ここから本文です

光州ビエンナーレが好評 著名人も相次ぎ観覧

聯合ニュース 10/12(水) 14:00配信

【ソウル聯合ニュース】アジア最大級の現代美術の祭典、光州ビエンナーレが盛況だ。

 先月1日に開幕した光州ビエンナーレは「第8気候帯―芸術は何をするのか」をテーマに、37カ国・地域から120人のアーティストらが参加して行われている。11月6日まで。

 光州ビエンナーレ展示館内の五つの展示室は温度と密度、雰囲気などの気候環境をそれぞれ変えて設置し、多様性を追求。芸術の本質を探索するよう余白を残した趣向が好評を博している。 

 形式的には同時代の美術のスペクタクルを除去して空白を追求し、内容的には芸術の本質を示した光州ならではの展示を行ったと評論家は肯定的に評価している。

◇文化芸術教育の場として脚光 団体客の観覧続く

 第11回を迎えた光州ビエンナーレは芸術家を夢見る若者だけでなく、学校などの教育機関が団体で訪問し、名実共に文化・芸術の教育の場となった。

 今年も光州芸術高校や全州芸術中学などが団体で観覧した。中央大や成均館、ソウル大などで文化や芸術を学ぶ大学生や大学院生らの訪問も相次いでいる。

◇観覧客参加作品が人気 空間活用に注目

 光州ビエンナーレ展示館内の五つの展示室が温度や密度、雰囲気などの気候環境を変えて設置されたことで観覧客の想像力を刺激。展示室以外の展示空間も活用し、隠された絵を探すように自由に現代美術を満喫する風景が見られた。

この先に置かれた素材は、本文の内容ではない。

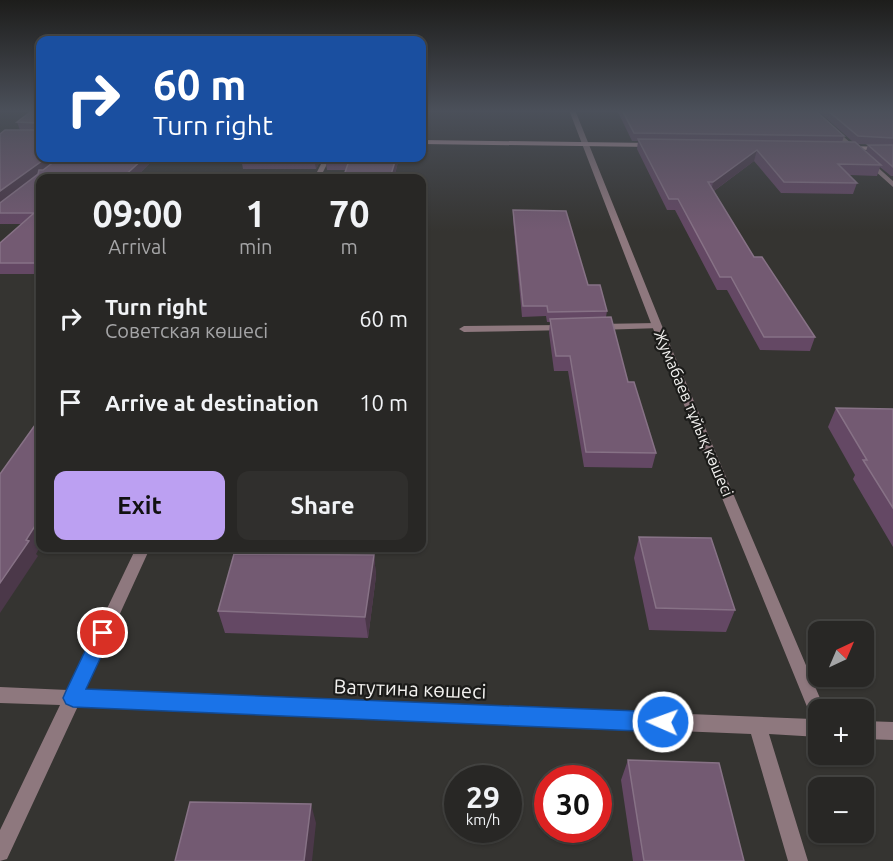 <!DOCTYPE html>
<html lang="en">
<head>
<meta charset="utf-8">
<style>
  :root { --surface:#282725; --page:#302f2d; --text:#f1f3f6; --muted:#a5a5a7; --line:#444442; --accent:#bca0f2 }
  body { margin:0; font-family:Ubuntu,sans-serif; background:var(--page); color:var(--text); height:100vh; display:flex; flex-direction:column; font-size:22px; white-space:nowrap }
  * { box-sizing:border-box; margin:0 }
  p { font-size:20px; color:var(--muted) }
  .icon { flex:none; width:33px; height:33px; fill:none; stroke:currentColor; stroke-width:2; stroke-linecap:round; stroke-linejoin:round }
  .map { position:relative; flex:1; overflow:hidden }
  .sheet { position:absolute; left:36px; top:174px; width:390px; height:378px; display:flex; flex-direction:column; background:var(--surface); border-radius:12px; box-shadow:0 2px 4px #0004,0 0 0 2px var(--line) }
  .sheet>* { flex:none }
  .top-card { position:absolute; left:36px; top:36px; width:390px; height:126px; border-radius:12px; box-shadow:0 2px 4px #0004,0 0 0 2px var(--line); background:#1a4fa0; color:#fff; overflow:hidden }
  .needle { width:39px; rotate:44deg }
  .fabs { position:absolute; left:808px; top:621px; display:grid; gap:12px }
  .fabs a { display:grid; place-items:center; width:66px; height:66px; border-radius:12px; background:var(--surface); box-shadow:0 2px 4px #0004,0 0 0 2px var(--line); font-size:30px }
  .speed { position:absolute; left:444px; top:765px; display:flex; gap:12px; font-size:30px; font-weight:700; text-align:center }
  .speed>* { display:grid; place-content:center; width:78px; height:78px; border-radius:50%; background:var(--surface); box-shadow:0 2px 4px #0004,0 0 0 2px var(--line); line-height:1 }
  .speed small { font-size:15px; font-weight:400 }
  .speed .limit { border:9px solid #d22; background:#fff; color:#111 }
  .pin { position:absolute; display:grid; place-items:center; width:51px; height:51px; color:#fff; margin:-26px; border:3px solid #fff; border-radius:50%; box-shadow:0 2px 6px #0007 }
  .me { position:absolute; width:66px; margin:-33px; rotate:272deg; stroke-linejoin:round; filter:drop-shadow(0 0 4px #0008) }
  .turn { display:flex; align-items:center; gap:21px; height:126px; padding:0 18px; font-size:27px }
  .turn .icon { width:78px; height:78px; stroke-width:2.5 }
  .turn b { display:block; font-size:42px; line-height:51px }
  .eta { display:flex; justify-content:space-evenly; align-items:center; height:102px; text-align:center }
  .eta b { font-size:36px; font-weight:600; line-height:42px }
  .button { display:flex; gap:12px; margin-top:auto; padding:12px 18px }
  .button a { flex:1; height:69px; border-radius:12px; background:var(--accent); color:#111; font-size:24px; font-weight:600; line-height:69px; text-align:center }
  .button a+a { background:var(--page); color:var(--text) }
  ul { padding:0; list-style:none }
  li { display:flex; align-items:center; gap:18px; height:84px; padding:0 18px }
  li div { flex:1 }
  li b { display:block; font-size:22px }
  li em { font-style:normal }
  .map>svg:first-child { display:block }
  .lines { fill:none; stroke-linecap:round; stroke-linejoin:round }
  .lane { fill:#8e787e; fill-rule:evenodd }
  .street { fill:#8e787e; fill-rule:evenodd }
  .secondary { fill:#c19ea7; fill-rule:evenodd }
  .wall { fill:#644864; fill-rule:evenodd }
  .shaded-wall { fill:#4b3849 }
  .building { fill:#735a72; stroke:#877286; stroke-width:1.5 }
  .route { fill:#1a73e8; stroke:#114b97; stroke-width:1.5 }
  .labels { text-anchor:middle; stroke-width:4.5; stroke-linejoin:round; paint-order:stroke }
  .street-label { font-size:16px; fill:#f2f1ef; stroke:#1c1c1a }
  .near-street-label { font-size:20px; fill:#f2f1ef; stroke:#1c1c1a }
</style>
</head>
<body>
<div class="map">
<svg width="893" height="861" viewBox="0 0 893 861">
  <rect width="100%" height="100%" fill="#353431"/>
  <g class="lines">
    <path class="lane" d="M 657,323 L 661,324 L 661,328 L 598,330 L 593,327 L 598,324 Z
      M 566,325 L 570,326 L 570,330 L 464,332 L 459,329 L 464,326 Z"/>
    <path class="street" d="M 569,110 L 575,110 L 662,326 L 825,710 L 819,710 L 819,737 L 769,734 L 808,861 L 788,861 L 751,734 L 78,706 L 7,859 L 0,861 L 0,830 L 60,705 L 0,703 L 0,687 L 68,690 L 136,548 L 150,548 L 85,690 L 812,719 L 652,326 Z
      M 807,110 L 814,110 L 893,181 L 893,187 Z
      M 324,158 L 330,158 L 320,178 L 314,178 Z
      M 864,721 L 893,722 L 893,740 L 864,739 Z"/>
    <path class="secondary" d="M 422,140 L 652,143 L 655,145 L 652,147 L 422,144 Z
      M 846,146 L 893,147 L 893,151 L 844,149 L 843,148 Z"/>
  </g>
  <path class="wall" d="M 40,110 L 40,158 L 155,158 L 135,178 L 40,178 L 40,274 L 0,274 L 0,243 L 22,224 L 0,224 L 0,134 L 20,130 L 17,122 Z
    M 617,110 L 815,110 L 844,136 L 842,142 L 853,142 L 817,110 L 893,110 L 893,176 L 891,176 L 880,167 L 877,176 L 849,175 L 857,183 L 853,194 L 781,193 L 754,161 L 714,191 L 754,257 L 815,337 L 810,351 L 760,350 L 727,290 L 717,290 L 675,210 L 667,210 L 637,149 L 638,141 L 632,141 ZM 857,144 L 889,145 L 868,145 L 866,151 Z
    M 241,158 L 322,158 L 316,169 L 243,169 Z
    M 325,158 L 399,158 L 394,178 L 343,178 L 346,170 L 327,170 Z
    M 513,210 L 588,285 L 607,311 L 606,317 L 628,382 L 656,453 L 652,468 L 584,467 L 568,371 L 554,371 L 549,333 L 550,322 L 547,322 L 546,316 L 522,317 L 513,219 Z
    M 836,408 L 893,409 L 893,547 L 853,479 L 855,475 L 828,427 Z
    M 639,537 L 735,610 L 726,632 L 649,630 L 634,558 Z
    M 374,555 L 376,576 L 368,638 L 225,633 L 218,611 Z
    M 628,760 L 744,861 L 633,861 L 621,780 Z"/>
  <path class="shaded-wall" d="M 757,150 L 754,161 L 711,193 L 713,182 Z
    M 46,158 L 62,158 L 0,205 L 0,191 Z
    M 144,158 L 155,158 L 135,178 L 122,178 Z
    M 314,158 L 322,158 L 316,169 Z
    M 396,158 L 399,158 L 394,178 L 390,178 Z
    M 40,258 L 40,275 L 35,263 Z
    M 423,319 L 423,335 L 422,351 L 422,331 Z
    M 40,518 L 40,547 L 36,554 L 38,556 L 0,613 L 0,583 Z
    M 374,555 L 376,576 L 368,638 L 365,617 Z
    M 311,804 L 316,823 L 312,861 L 304,861 Z"/>
  <path class="building" d="M 33,110 L 40,110 L 40,158 L 46,158 L 0,191 L 0,134 L 5,130 L 38,130 L 37,123 L 17,122 Z
    M 622,110 L 815,110 L 844,136 L 634,133 Z
    M 827,110 L 893,110 L 893,138 L 858,136 Z
    M 638,139 L 855,142 L 881,165 L 838,164 L 857,183 L 784,182 L 757,150 L 713,182 L 708,182 L 754,257 L 762,257 L 815,337 L 764,337 L 731,277 L 720,277 L 678,199 L 669,199 Z
    M 868,145 L 893,145 L 893,167 Z
    M 59,158 L 144,158 L 122,178 L 40,178 L 40,258 L 35,263 L 0,263 L 0,243 L 34,213 L 0,213 L 0,203 L 38,174 L 39,170 L 43,170 Z
    M 350,158 L 396,158 L 390,178 L 343,178 Z
    M 513,210 L 566,211 L 588,285 L 600,285 L 607,311 L 548,312 L 547,306 L 523,306 Z
    M 611,317 L 628,382 L 634,382 L 656,453 L 586,452 L 570,356 L 556,356 L 550,319 Z
    M 836,408 L 893,409 L 893,508 L 863,460 L 867,460 Z
    M 40,418 L 40,518 L 26,540 L 29,541 L 0,583 L 0,474 Z
    M 639,537 L 711,538 L 735,610 L 656,608 Z
    M 234,554 L 374,555 L 365,617 L 218,611 Z
    M 628,760 L 719,763 L 744,861 L 644,861 Z
    M 190,802 L 311,804 L 304,861 L 175,861 Z"/>
  <linearGradient id="sky" x2="0" y2="1"><stop stop-color="#1d1d1b"/><stop offset="0.48" stop-color="#4b505a"/><stop offset="1" stop-color="#4b505a" stop-opacity="0"/></linearGradient>
  <rect width="893" height="231" fill="url(#sky)"/>
  <path class="route" d="M 103,626 L 109,628 L 112,633 L 86,689 L 663,712 L 670,715 L 673,722 L 670,729 L 663,732 L 73,707 L 66,704 L 63,698 L 66,691 L 96,628 Z"/>
  <g class="labels">
    <g class="street-label">
      <text transform="translate(694 413) rotate(67)" y="6">Жумабаев тұйық көшесі</text>
    </g>
    <g class="near-street-label">
      <text transform="translate(410 689) rotate(2)" y="7">Ватутина көшесі</text>
    </g>
  </g>
</svg>
<div class="fabs">
<a><svg class="needle" viewBox="-14 -14 28 28"><path d="M0-13l5 13h-10z" fill="#e53935"/><path d="M0 13l5-13h-10z" fill="#a5a5a7"/></svg></a>
<a>+</a>
<a>−</a>
</div>
<div class="speed"><div>29<small>km/h</small></div><div class="limit">30</div></div>
<div class="pin" style="left:103px;top:633px;background:#d93025"><svg class="icon" aria-label="arrive" viewBox="0 0 24 24"><path d="M6 21V4h12l-3 4 3 4H6"/></svg></div>
<svg class="me" style="left:663px;top:722px" viewBox="-20 -20 40 40"><circle r="17" fill="#1a73e8" stroke="#fff" stroke-width="3"/><path d="M0-11L8 9 0 5-8 9z" fill="#fff"/></svg>
<div class="top-card">
<div class="turn"><svg class="icon" aria-label="right" viewBox="0 0 24 24"><path d="M7 20v-9h11M14 6l5 5-5 5"/></svg><div><b>60 m</b>Turn right</div></div>
</div>
<section class="sheet">
<div class="eta">
<div><b>09:00</b><p>Arrival</p></div>
<div><b>1</b><p>min</p></div>
<div><b>70</b><p>m</p></div>
</div>
<ul>
<li><svg class="icon" aria-label="right" viewBox="0 0 24 24"><path d="M7 20v-9h11M14 6l5 5-5 5"/></svg><div><b>Turn right</b><p>Советская көшесі</p></div><em>60 m</em></li>
<li><svg class="icon" aria-label="arrive" viewBox="0 0 24 24"><path d="M6 21V4h12l-3 4 3 4H6"/></svg><div><b>Arrive at destination</b></div><em>10 m</em></li>
</ul>
<div class="button"><a>Exit</a><a>Share</a></div>
</section>
</div>
</body>
</html>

 第2展示室から3展示室に移動する橋にはCeline Condorelliの作品、「乱闘」が置かれ、都市内の緑地のような空間を連想させた。アゼルバイジャン出身でパリで活動するBabi Badalovの作品「Car-Pet-Alism」が第3展示室から第4展示室に上がる通路の壁面に設置され、第4展示室から第5展示室に降りて行く通路の壁面には、手の平が刻まれたようなDale Hardingの壁画が設置された。

 体験型の作品も目を引いた。第1展示室に展示されているHito Steyerl( ヒト・スタヤル)の作品「太陽の工場」はコンピューターゲームとバーチャルリアリティー(VR、仮想現実)システムを基にデジタル時代の情報の流れとイメージのゆがみを扱っており、座って映像を鑑賞することができる。Amalia Picaの「書類作業の楽しみ」は世界各地で収集した事務作業に使われるスタンプを使い、自分で作品をつくることができる。

 光州ビエンナーレ展示館出口のそばに設置されたAnnie Lai Kuen Wanの作品「今日も虹」は中に入ることができ、子供たちを楽しませている。

◇著名人も観覧

 光州ビエンナーレを観覧しようと国内外から著名人や美術界関係者も多く訪れている。

 9月3日には与党セヌリ党の次期大統領選候補の一人にも挙げられる金武星(キム・ムソン)前代表が、同8日には鄭義和(チョン・ウィファ)前国会議長や日本のテレビ局「TVQ九州放送」が訪れた。

 また、同ビエンナーレの名誉広報大使を務める韓流スターのヒョンビンさんや、ユ・ヘジンさんら著名な俳優も姿を見せた。

 9月5日には国立現代美術館やナム・ジュン・パイク・アートセンター、ハローミュージアムなど、韓国国内の約50の美術館関係者が訪問した。

 さらに、米ロサンゼルスの現代美術館 (MOCA) をはじめ福岡文化財団など海外からの訪問も相次いだ。

 「地域に寄り添う展示」を掲げるイベントだけに、会場周辺や光州市内のあちこちで市民による公演が行われている。

 先月開催された市民参加プログラム「私も! アーティスト:Healing Heart」は、10、11月にも行われる予定だ。